··· RECORDS FOR PROCESSING
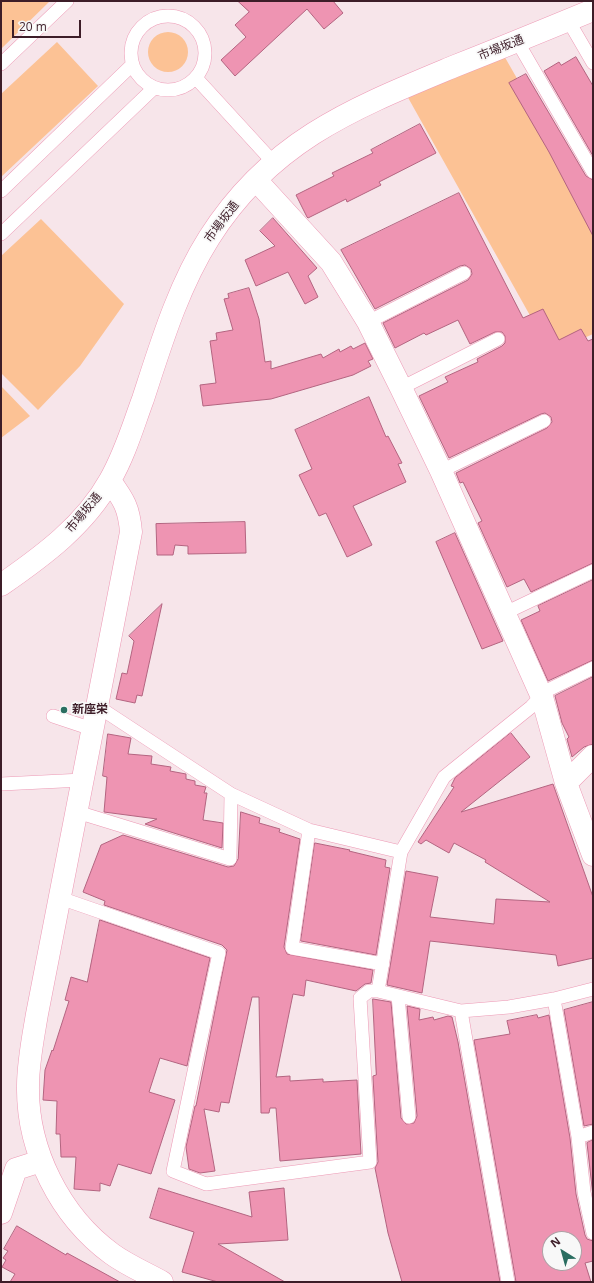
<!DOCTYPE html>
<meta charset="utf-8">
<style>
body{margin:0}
#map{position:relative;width:594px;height:1283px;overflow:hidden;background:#f7e5ea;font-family:"Open Sans",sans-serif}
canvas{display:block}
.frame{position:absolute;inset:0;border:2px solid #3d1d28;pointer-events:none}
.north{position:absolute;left:542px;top:1231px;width:40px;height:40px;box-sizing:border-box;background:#f8f8f8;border:1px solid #ada0a5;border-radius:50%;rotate:323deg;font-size:11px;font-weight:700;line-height:16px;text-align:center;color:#3d1d28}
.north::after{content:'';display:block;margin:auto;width:14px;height:18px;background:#2a6e61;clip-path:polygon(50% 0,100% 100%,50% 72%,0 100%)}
.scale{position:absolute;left:12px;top:20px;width:69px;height:18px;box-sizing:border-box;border:2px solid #3d1d28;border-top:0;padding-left:5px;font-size:12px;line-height:14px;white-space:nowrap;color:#3d1d28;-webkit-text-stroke:3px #f8f8f8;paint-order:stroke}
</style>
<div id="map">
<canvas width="594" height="1283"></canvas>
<div class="frame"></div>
<div class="north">N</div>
<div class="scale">20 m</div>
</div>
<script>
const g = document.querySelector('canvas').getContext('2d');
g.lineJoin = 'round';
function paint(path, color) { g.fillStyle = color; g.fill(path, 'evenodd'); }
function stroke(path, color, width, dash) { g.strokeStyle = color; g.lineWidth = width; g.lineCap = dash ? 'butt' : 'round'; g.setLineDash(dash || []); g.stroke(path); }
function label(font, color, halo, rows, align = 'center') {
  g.font = font + ' "Open Sans","Noto Sans JP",sans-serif'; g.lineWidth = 3.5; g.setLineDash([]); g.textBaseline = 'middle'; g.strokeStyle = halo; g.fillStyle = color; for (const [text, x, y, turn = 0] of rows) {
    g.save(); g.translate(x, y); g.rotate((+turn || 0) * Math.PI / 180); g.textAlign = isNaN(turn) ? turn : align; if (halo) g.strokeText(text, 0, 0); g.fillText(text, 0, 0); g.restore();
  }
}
const green = new Path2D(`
 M1,1h49l-49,48z
 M148 52a20 20 0 1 1 40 0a20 20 0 1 1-40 0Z
 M57,42l41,44 -97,91v-83z
 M503,54l90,157v123l-42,19 -145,-259z
 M41,219l83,85 -44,62 -42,44 -37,-37v-117z
 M1,386l29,30 -29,22z`);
const building = new Path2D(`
 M238,1h95l10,12 -19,16 -17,-20 -72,67 -14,-16 25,-23 -11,-12 14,-13z
 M576,57l17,29v70l-49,-85 15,-9 2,3z
 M526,74l60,102 7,4v56l-44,-84 -40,-69z
 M420,124l16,29 -57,29 2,3 -34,17 -1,-3 -38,19 -1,-1 -11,-22 38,-19 -2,-3 41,-20 -2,-3z
 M459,193l64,125 20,-9 16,31 22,-11 7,12 5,-2v224l-62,29 -7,-13 -17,8 -29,-64 4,-2 -19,-39 -3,1 -4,-10 91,-45 5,-6 -1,-5 -6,-4 -4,1 -92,44 -30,-62 29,-14 -3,-5 33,-15 -1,-3 25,-13 3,-3v-7l-3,-4h-7l-25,12 -12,-24 -32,15 -2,-2 -29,15 -12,-25 85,-43 4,-6 -1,-5 -6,-4 -5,1 -85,43 -34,-59z
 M273,218l44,50 -9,8 10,21 -13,7 -17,-32 -32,14 -11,-26 30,-14 -15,-15z
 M249,288l10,31 6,43 6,-1v8l50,-15 2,4 16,-9 1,3 11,-6 2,3 12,-6 8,16 -5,2 3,5 -18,9 -82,24 -68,7 -3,-21 16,-2 -6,-42 7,-1 -1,-7 17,-3 -9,-31 5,-1 -1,-4z
 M369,397l17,40 2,-1 14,27 -4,1 8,18 -53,24 19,39 -25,12 -21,-44 -7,3 -20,-41 13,-6 -17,-39z
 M245,522l1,31 -58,1v-8l-13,-1 -2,10h-16l-1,-31z
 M455,533l48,108 -21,8 -46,-107z
 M593,580v80l-45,21 -27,-61 19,-9 -2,-5z
 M162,604l-20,92 -5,-1 -2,8 -19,-4 6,-26 5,1 7,-33 -5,-5z
 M593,677v67l-9,3 -12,10 -5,-18 2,-2 -7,-14 -7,-27z
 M511,733l19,24 -69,55 92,-28 40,113v61l-35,8 -2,-11 -126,-14 -8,52 -35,-8 19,-114 32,6 -8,40 64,7 2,-25 54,3 -65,-40 1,-2 -32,-17 -5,10 -23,-13 -5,4 -3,-2 36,-55 -3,-1 4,-8z
 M108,734l23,4 -3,16 24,2 -1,8 20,3 -1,4 16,3v5l9,2v4l11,2 -2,6h3l-4,27 20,3 -1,25 -77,-24 12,-5 -53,-7 3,-35 -4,-1z
 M241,812l19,6 -1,5 21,6 -1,3 21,7 -16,108 3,7 86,16 -2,13 -6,1 -9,7 -50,-11 -2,16 -11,-2 -17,83 14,-1v5l33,-2v3l34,-2 4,74 -81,7 -4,-53h-6l-1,5h-8l-2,-116h-7l-23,106 -8,-1 -2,10 -15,-3 11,62 -15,2 -11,-4 -3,-22 9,-41h1l31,-156 -5,-5 -118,-40 1,-4 -22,-9 18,-47 22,-10 105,32 6,-1 4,-7z
 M315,843l35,7 -1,1 37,9 -1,7 5,1 -14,87 -75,-14z
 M100,920l110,38 -23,108 -27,-8 -11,34 26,8 -24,74 -33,-10 -8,22 -10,-3v8l-26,-2 2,-32h-15l-1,-23h-4l1,-33 -14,-1 2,-30 7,-20 1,1 16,-50 -4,-1 6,-23 16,5z
 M373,999l18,3 10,116 5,6 8,-1 3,-7 -10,-110 13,3 -1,11 14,-3 1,3 14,-4 4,1 6,25 42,240h-98l-14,-49 -13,-65 3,-6 -5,-84v-2l3,-1z
 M593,1002v122l-9,2 -20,-116z
 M537,1015l1,3 11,-3 21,123 6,56 9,41 2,4 6,2v20l-8,2 6,19h-75l-42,-242 36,-6 -3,-13zM550,1239h24v24h-24z
 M593,1140v56l-6,-53z
 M159,1188l93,29 -3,-25 35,-4 4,52 -70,4 67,38h-67l-36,-10 12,-40 -44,-14z
 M17,1226l49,29 1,-2 53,29h-110l5,-8 -13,-7 4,-7 -3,-2 5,-7 -4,-2z`);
const service = new Path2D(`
 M131 53a37 37 0 1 1 74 0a37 37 0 1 1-74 0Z
 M568,20l25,43
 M517,41l76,131
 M1,64l66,-63
 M196,78l77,84
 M1,191l131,-126
 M1,234l153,-146
 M368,322l96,-49
 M401,388l97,-49
 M441,471l103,-50
 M505,613l88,-42
 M593,668l-47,23 -15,16 -87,70 -43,75 -23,139 83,20 48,-4 45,-8 39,-10
 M97,706l134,88 78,36 92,22
 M53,716l39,13
 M1,784l82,-4
 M77,812l153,47 1,-65
 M309,830l-17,118 91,16
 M60,898l159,55 -46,218 33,13 164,-22 -10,-164 9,-7h9
 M398,996l11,121
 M554,999l24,138 6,55 9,41
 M461,1011l47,271
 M578,1137l15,-5`);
const minor = new Path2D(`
 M256,180l75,82 37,60 33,66 40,83 101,226 24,86 27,72
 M566,783l27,-27
 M1,1213l15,-44 25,-8`);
const tertiary = new Path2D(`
 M110,481c14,19 19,27 21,51l-94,482c-4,24 -9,48 -9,72 -1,64 32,130 84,168 15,11 34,19 50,28
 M1,585c42,-29 84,-60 109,-105 15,-26 23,-54 33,-81 18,-55 35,-112 66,-161 62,-98 145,-130 246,-172 46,-18 92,-37 138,-56`);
const markers = [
 [64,710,4,"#2a6e61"]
];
const streetNames = [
 ["市場坂通",501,48,-22],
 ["市場坂通",222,222,-53],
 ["市場坂通",84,513,-50]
];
const poiNames = [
 ["新座栄",72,710]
];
paint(green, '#fcc295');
paint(building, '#ee94b2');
stroke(building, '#b36480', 1);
stroke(service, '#ed99b5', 14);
stroke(minor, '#ed99b5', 23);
stroke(tertiary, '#ed99b5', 23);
stroke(service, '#fff', 13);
stroke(minor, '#fff', 22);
stroke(tertiary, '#fff', 22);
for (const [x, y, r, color] of markers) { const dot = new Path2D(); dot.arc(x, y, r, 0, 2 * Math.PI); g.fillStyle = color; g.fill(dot); stroke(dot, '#f8f8f8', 1.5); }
label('12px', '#3d1d28', '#f8f8f8', streetNames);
label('bold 12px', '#3d1d28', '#f8f8f8', poiNames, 'left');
</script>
······
◆ **TASK ITEM**
Check the entries above for the word "lineWidth" and copy every line where it turns up.

◆ **TASK OUTPUT**
function stroke(path, color, width, dash) { g.strokeStyle = color; g.lineWidth = width; g.lineCap = dash ? 'butt' : 'round'; g.setLineDash(dash || []); g.stroke(path); }
  g.font = font + ' "Open Sans","Noto Sans JP",sans-serif'; g.lineWidth = 3.5; g.setLineDash([]); g.textBaseline = 'middle'; g.strokeStyle = halo; g.fillStyle = color; for (const [text, x, y, turn = 0] of rows) {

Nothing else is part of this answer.